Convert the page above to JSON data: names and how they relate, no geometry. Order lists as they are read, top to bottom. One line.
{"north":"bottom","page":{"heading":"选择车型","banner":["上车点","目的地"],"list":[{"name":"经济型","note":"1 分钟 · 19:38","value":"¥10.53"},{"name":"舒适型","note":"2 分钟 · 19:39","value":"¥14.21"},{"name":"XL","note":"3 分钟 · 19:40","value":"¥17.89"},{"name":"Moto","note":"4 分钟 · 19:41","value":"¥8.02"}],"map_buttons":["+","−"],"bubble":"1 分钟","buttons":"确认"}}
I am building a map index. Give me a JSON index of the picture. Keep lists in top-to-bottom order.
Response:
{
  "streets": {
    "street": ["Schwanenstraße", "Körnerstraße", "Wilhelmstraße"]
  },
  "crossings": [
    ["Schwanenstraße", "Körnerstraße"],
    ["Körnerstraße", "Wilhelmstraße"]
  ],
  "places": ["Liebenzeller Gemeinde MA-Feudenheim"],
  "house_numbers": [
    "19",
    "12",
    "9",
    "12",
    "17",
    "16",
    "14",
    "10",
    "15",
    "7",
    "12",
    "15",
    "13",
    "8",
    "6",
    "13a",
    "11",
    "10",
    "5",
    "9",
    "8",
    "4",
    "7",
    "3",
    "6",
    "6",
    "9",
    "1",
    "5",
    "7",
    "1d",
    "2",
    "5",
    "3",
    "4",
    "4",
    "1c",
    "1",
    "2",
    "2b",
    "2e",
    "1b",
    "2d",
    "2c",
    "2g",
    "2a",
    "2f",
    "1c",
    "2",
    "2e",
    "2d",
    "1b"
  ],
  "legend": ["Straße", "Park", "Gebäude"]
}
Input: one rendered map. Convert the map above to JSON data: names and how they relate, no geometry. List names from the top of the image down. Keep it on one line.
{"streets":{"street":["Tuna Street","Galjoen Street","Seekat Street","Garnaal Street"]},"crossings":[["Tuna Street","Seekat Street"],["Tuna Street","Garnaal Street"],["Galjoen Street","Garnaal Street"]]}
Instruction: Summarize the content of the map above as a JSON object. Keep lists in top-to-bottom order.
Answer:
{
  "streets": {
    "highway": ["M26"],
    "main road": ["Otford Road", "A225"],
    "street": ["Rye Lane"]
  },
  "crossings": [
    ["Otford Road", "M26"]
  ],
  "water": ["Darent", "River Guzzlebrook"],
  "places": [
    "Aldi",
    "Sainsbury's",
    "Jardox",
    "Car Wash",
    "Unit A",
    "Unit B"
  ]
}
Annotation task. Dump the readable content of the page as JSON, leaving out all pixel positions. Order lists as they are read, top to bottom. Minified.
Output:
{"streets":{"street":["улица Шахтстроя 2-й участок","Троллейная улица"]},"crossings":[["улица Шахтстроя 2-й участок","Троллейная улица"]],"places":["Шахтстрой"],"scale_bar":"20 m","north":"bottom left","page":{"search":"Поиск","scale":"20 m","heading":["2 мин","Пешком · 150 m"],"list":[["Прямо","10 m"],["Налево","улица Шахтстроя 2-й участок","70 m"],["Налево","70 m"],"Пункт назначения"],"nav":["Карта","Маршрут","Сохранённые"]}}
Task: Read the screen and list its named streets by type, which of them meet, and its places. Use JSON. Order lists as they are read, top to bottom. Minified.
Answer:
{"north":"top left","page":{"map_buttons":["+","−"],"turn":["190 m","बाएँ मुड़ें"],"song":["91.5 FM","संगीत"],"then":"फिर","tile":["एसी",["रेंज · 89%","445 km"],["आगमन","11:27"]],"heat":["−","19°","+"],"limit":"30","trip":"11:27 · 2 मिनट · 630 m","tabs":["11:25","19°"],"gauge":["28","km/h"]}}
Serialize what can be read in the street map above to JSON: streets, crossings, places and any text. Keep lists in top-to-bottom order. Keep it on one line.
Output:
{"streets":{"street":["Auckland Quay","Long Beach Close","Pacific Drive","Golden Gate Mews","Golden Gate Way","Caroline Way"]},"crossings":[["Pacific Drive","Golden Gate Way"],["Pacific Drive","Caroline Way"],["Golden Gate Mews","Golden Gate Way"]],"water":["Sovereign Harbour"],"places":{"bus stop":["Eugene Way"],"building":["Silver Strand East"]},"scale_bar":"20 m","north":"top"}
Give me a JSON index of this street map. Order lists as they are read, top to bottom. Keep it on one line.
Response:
_ _ _
* _Work instructions_
The answer should consist of the lines from the one with "Give me a JSON index of this" through the last line of the entries, duplicated exactly and nothing more.

* _Answer_
Give me a JSON index of this street map. Order lists as they are read, top to bottom. Keep it on one line.
Response:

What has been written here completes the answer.